By Hagar Cohen and Alex McClintock
WARNING: This post deals with stillbirth, and may be triggering for some readers.
Regina McDonald, a senior nurse at the Mater Maternity Hospital in Sydney, answered the phone at 5:30pm.
On the line was Hanh, a first-time mother who began to feel ill while out shopping. Now, hours later, she had noticed a scary-looking discharge and was in pain.
For McDonald, a quiet, precise woman with more than 30 years experience as a midwife, nothing about the call was out of the ordinary.
She asked the routine questions: “What shade is the discharge? Is this your first pregnancy? When is the baby due? Has the baby been moving?”
Brown, yes, in one and half weeks, yes. Satisfied, McDonald told Hanh to put a pad in and call back later if there were any further issues.
At home, Hanh felt worse and worse. Sitting up or lying down, she couldn’t get comfortable. Contractions began and the discharge thickened.

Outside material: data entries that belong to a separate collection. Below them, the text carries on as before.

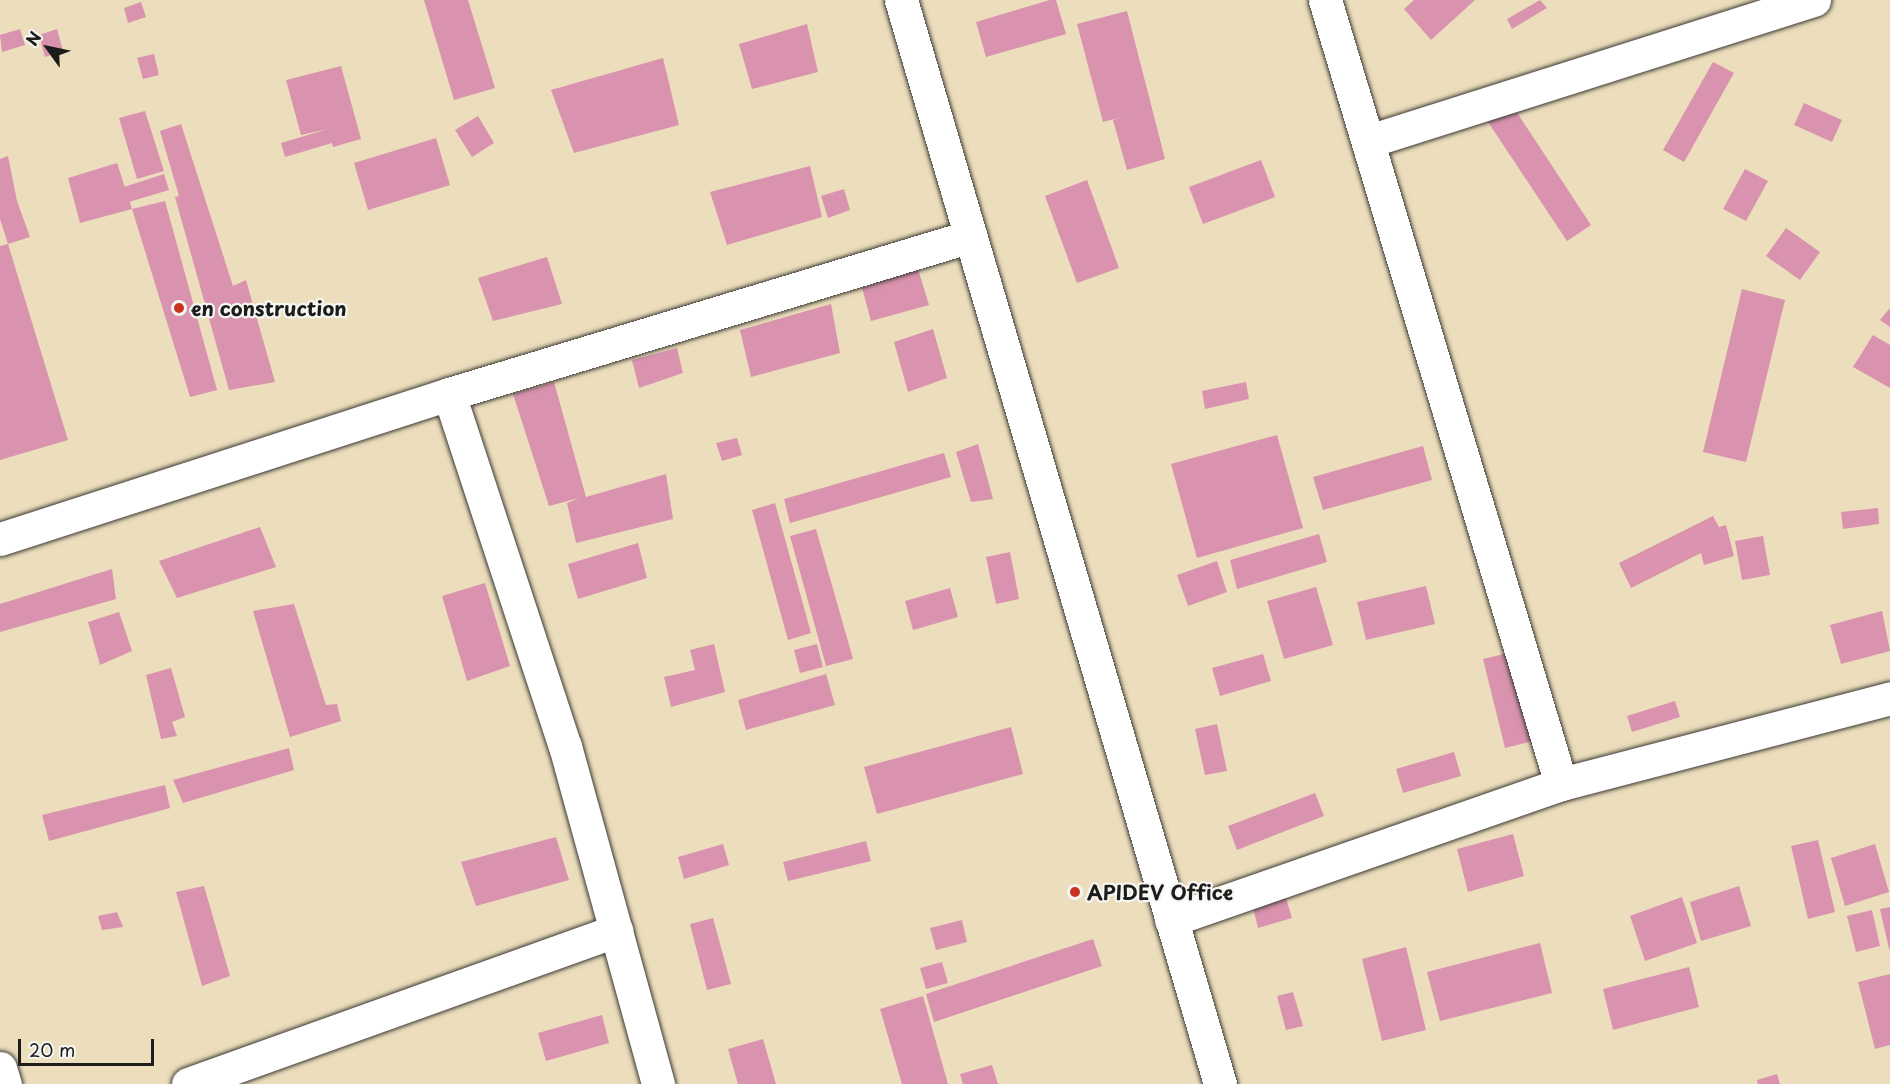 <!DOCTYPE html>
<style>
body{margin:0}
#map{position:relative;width:1890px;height:1084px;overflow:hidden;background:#ecdebc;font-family:"Playpen Sans",sans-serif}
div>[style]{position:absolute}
.building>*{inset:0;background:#d993ae}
.roads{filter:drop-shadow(0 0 2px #3b3934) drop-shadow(0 0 2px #3b3934)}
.street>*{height:33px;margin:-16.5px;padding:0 16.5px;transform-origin:16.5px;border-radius:16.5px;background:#fff}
.dots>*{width:16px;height:16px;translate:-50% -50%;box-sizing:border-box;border:3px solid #f6f6f2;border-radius:50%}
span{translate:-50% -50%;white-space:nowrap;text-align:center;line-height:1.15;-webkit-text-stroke:4.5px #f6f6f2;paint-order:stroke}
.poi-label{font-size:20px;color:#1c1c1c;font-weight:700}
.left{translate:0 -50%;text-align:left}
.north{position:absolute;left:18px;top:18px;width:60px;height:60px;-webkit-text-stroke:4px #f6f6f2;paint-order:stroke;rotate:303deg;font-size:16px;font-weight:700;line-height:24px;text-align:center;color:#1c1c1c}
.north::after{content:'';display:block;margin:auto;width:21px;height:27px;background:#1c1c1c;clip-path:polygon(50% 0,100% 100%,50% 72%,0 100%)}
.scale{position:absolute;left:18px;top:1039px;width:136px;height:27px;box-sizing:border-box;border:3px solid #1c1c1c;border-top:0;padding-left:8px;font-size:18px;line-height:21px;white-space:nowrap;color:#1c1c1c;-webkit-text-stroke:4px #f6f6f2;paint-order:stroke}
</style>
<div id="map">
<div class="building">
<div style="clip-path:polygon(424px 0,468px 0,495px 88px,454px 100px)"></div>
<div style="clip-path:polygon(1050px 0,1056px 0,1066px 34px,986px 57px,976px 22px)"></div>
<div style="clip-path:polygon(1414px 0,1475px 0,1431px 40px,1404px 9px)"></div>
<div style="clip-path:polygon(1540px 0,1547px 8px,1512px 29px,1507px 19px)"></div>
<div style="clip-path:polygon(141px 2px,146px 17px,128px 23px,124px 8px)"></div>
<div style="clip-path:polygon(1127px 11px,1165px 159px,1127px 170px,1113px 120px,1126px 116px,1103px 122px,1077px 24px)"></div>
<div style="clip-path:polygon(807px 24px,818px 72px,752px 89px,739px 44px)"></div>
<div style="clip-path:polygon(20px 29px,25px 45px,2px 52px,0 35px)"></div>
<div style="clip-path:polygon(57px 29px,63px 51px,45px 57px,39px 35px)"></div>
<div style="clip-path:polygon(154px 54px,159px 75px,143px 79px,137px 58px)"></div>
<div style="clip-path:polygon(663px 58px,679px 125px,574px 153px,551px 90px)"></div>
<div style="clip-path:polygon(1713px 62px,1734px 73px,1684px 162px,1663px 150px)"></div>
<div style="clip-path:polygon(341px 66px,361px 139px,333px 147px,332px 143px,285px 157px,281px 143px,328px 129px,301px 135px,286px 80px)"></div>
<div style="clip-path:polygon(1506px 96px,1591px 225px,1567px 241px,1482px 113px)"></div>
<div style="clip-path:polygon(1804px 103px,1842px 120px,1832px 142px,1794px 125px)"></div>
<div style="clip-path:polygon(145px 111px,164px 171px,137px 179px,119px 118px)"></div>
<div style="clip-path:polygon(478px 116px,494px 143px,472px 157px,455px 130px)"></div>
<div style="clip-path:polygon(181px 124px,233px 286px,246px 280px,275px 382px,229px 390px,175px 197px,179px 196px,160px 131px)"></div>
<div style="clip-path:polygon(436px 138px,450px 185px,368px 210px,354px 163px)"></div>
<div style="clip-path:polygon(8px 156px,17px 201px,30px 237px,8px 244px,0 219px,0 159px)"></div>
<div style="clip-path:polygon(1261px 160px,1275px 197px,1203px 224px,1189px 187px)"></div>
<div style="clip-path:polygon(117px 163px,132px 209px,80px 223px,68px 178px)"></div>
<div style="clip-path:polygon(810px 166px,822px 217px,727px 245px,710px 192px)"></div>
<div style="clip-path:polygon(1745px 169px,1768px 181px,1746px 221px,1723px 209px)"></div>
<div style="clip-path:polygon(164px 174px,169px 190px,129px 202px,124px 187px)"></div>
<div style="clip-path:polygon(1087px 180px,1119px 268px,1077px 283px,1045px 196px)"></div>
<div style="clip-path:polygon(844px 189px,850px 210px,828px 218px,821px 196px)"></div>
<div style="clip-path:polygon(165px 201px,217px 390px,190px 397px,132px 209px)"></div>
<div style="clip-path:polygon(1786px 228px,1820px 252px,1800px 280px,1766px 256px)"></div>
<div style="clip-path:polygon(8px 244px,68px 440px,0 460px,0 246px)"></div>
<div style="clip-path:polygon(547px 257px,562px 304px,493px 321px,478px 278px)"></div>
<div style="clip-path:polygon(918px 269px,929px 305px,871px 321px,862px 288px)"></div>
<div style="clip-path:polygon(1742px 289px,1785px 300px,1746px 462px,1703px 452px)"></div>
<div style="clip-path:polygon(831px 304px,840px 353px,751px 377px,740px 330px)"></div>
<div style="clip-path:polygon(1890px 308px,1890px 327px,1880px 320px)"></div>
<div style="clip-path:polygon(933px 329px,947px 378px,908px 392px,894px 342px)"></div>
<div style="clip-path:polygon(1873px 335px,1890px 345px,1890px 388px,1853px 367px)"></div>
<div style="clip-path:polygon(677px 348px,683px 373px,639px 388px,632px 360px)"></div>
<div style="clip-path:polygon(554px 382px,586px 497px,666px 474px,673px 519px,576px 543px,567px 503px,579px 498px,549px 506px,513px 394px)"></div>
<div style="clip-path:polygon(1246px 382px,1249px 399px,1205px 409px,1202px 391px)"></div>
<div style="clip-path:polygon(1277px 435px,1303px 528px,1197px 558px,1171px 464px)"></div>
<div style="clip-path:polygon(737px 438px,742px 455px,722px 461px,716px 443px)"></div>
<div style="clip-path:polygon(978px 444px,993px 499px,971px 502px,956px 452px)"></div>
<div style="clip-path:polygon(1423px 446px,1432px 480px,1323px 510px,1313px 477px)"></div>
<div style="clip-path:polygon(944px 453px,951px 477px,790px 523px,784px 499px)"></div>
<div style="clip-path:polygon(775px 503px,811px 633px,788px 640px,752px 510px)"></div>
<div style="clip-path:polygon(1878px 508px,1879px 524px,1843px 529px,1841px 512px)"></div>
<div style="clip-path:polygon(1713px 516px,1719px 527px,1726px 525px,1734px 556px,1704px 565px,1701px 553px,1631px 588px,1619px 563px)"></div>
<div style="clip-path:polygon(260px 527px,276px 567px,177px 598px,159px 561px)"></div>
<div style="clip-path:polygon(816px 529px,853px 659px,826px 666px,790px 536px)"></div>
<div style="clip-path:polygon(1319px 534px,1327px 562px,1237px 589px,1230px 560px)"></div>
<div style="clip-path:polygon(1763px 536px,1770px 575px,1742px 580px,1735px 541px)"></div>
<div style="clip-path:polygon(638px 543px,647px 578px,578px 599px,568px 564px)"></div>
<div style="clip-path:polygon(1010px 552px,1019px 599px,996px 604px,986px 557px)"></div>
<div style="clip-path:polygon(1217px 561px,1227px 592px,1188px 606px,1177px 575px)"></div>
<div style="clip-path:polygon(112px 569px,116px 599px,0 632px,0 604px)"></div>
<div style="clip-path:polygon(485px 583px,510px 666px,467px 681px,442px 596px)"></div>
<div style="clip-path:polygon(1426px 586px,1435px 624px,1366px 640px,1357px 602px)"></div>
<div style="clip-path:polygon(1316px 587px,1333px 645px,1284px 659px,1267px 601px)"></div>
<div style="clip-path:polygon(950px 588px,958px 617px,913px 630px,905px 601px)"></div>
<div style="clip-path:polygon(294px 604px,326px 705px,337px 704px,341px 721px,290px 737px,253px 611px)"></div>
<div style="clip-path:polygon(1882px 611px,1890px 651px,1841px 664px,1830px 625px)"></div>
<div style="clip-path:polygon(119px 612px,132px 651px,100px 665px,88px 622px)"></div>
<div style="clip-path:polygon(714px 644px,725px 692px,671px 707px,664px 677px,695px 670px,690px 650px)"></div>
<div style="clip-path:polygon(817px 644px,823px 667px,800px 673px,794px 650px)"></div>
<div style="clip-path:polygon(1512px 652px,1533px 741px,1505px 748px,1483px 659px)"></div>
<div style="clip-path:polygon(1263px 654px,1271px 681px,1220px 696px,1212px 668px)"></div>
<div style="clip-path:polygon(171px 668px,185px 717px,172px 722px,177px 736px,161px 739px,146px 675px)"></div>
<div style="clip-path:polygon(826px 674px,835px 705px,746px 730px,738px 700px)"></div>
<div style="clip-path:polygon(1675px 701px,1680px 717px,1632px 732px,1627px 716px)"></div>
<div style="clip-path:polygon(1217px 724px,1227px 771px,1205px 775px,1195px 729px)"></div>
<div style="clip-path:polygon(1011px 727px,1023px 774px,877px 814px,864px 767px)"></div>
<div style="clip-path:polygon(289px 748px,294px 770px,183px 803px,173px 780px)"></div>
<div style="clip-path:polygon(1454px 752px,1461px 776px,1403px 793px,1396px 769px)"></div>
<div style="clip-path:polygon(165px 785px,170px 808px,49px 841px,42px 815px)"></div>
<div style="clip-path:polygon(1315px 793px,1324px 816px,1237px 850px,1228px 826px)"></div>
<div style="clip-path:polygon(1513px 834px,1524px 876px,1468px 892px,1457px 849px)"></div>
<div style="clip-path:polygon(556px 837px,569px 880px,476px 906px,461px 862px)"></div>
<div style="clip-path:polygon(1818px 840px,1835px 912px,1808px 919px,1791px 846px)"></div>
<div style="clip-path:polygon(866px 841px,871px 861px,788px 881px,783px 862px)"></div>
<div style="clip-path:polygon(723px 844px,729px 865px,684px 879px,678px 857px)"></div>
<div style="clip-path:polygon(1875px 844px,1889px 892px,1845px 906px,1831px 858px)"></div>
<div style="clip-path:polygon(204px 886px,230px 976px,202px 986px,176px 892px)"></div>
<div style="clip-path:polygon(1739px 886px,1751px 926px,1701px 941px,1690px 902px)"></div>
<div style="clip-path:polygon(1682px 897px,1697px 943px,1645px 961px,1630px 916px)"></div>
<div style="clip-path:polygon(1286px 898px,1292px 918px,1258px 928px,1253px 908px)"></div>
<div style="clip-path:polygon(1890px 907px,1890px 949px,1889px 949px,1880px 909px)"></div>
<div style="clip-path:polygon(1872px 910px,1880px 946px,1856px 952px,1847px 916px)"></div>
<div style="clip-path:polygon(117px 912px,123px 927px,102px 930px,98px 916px)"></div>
<div style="clip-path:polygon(713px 918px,731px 984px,707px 990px,690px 924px)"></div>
<div style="clip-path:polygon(962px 920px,967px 942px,936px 950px,930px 928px)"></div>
<div style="clip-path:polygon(1093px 939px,1102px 966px,934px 1022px,926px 994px)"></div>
<div style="clip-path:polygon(1540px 943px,1552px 993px,1440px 1021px,1427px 972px)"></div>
<div style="clip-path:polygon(1406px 947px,1426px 1030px,1382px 1041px,1362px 959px)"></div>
<div style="clip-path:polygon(942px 962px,948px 983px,926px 989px,920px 968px)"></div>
<div style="clip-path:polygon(1689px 967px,1699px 1007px,1613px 1030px,1603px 989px)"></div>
<div style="clip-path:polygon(1890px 974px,1890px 1045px,1875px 1049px,1858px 982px)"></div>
<div style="clip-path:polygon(1293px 992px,1303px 1026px,1286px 1030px,1277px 996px)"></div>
<div style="clip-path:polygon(923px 996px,948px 1084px,902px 1084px,880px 1009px)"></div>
<div style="clip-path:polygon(602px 1015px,609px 1043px,546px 1061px,538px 1033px)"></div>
<div style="clip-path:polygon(763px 1039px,776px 1084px,738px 1084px,728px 1049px)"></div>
<div style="clip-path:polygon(992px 1065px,998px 1084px,963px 1084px,960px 1074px)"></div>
<div style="clip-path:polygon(1777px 1074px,1780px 1084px,1758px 1084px,1757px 1080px)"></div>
</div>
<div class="roads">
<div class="street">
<div style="left:901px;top:0;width:1130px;rotate:73.6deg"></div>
<div style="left:1325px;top:0;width:819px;rotate:73.25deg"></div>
<div style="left:1369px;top:141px;width:467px;rotate:-17.6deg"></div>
<div style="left:449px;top:394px;width:371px;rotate:71.8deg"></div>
<div style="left:565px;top:746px;width:351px;rotate:74.6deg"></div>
<div style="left:0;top:539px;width:472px;rotate:-17.9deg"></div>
<div style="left:449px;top:394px;width:545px;rotate:-16.84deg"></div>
<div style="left:1171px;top:920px;width:413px;rotate:-19.2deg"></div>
<div style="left:1561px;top:784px;width:340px;rotate:-14.6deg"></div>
<div style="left:0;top:1068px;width:17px;rotate:73deg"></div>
<div style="left:188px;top:1084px;width:455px;rotate:-19.7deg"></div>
</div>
</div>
<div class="dots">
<div style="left:179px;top:308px;background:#c8321e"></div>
<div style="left:1075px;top:892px;background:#c8321e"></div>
</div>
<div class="poi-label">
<span class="left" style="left:191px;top:308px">en construction</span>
<span class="left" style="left:1087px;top:892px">APIDEV Office</span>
</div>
<div class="north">N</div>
<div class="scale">20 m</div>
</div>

“You don’t want to be that person,” she said later. “You don’t want to be that bride, and you don’t want to be that pregnant lady who thinks she’s the only pregnant lady who’s ever had a baby, who rings the hospital every itch.
“So you try and be brave, and logically go through your mind about whether this is normal or not. As a first time mum you don’t know what is and isn’t normal.”
She called back at 7:30pm: “We’re going to come in.”
At the time, Hanh was concerned, but she didn’t imagine that her baby girl had already died. In Australia over 2,000 babies are born dead each year — six a day.
Australia’s stillbirth rate falls behind those of Poland, Portugal and Croatia, and the figures have changed little in the last two decades. For Indigenous women the rates are much higher.
Now there are growing calls for a national campaign — like the one that successfully reduced the rate of SIDS in the 1980s — to educate doctors, midwives and expectant mothers about the steps they can take to reduce the risks.
By the time Hanh and her husband Matt got to the Mater it was 8:00pm. McDonald was waiting at the door to take them to a room with a cardiotopograph (CTG) heart rate monitor.
Matt’s chief concern was the fact that Hanh was in pain. He said so to McDonald, who reassured him: “That’s a good thing, she’s having contractions; you’re going to have your baby soon.”
In the room with the CTG monitor, a grey box about the size of a desktop computer, McDonald began her routine. She turned on the power and began looking for the heartbeat, running the ultrasound disc over Hanh’s stomach.
But there was something wrong with the machine; McDonald couldn’t hear the heartbeat. She connected another ultrasound, tapping it with her finger to make sure it was working, and tried again. Nothing.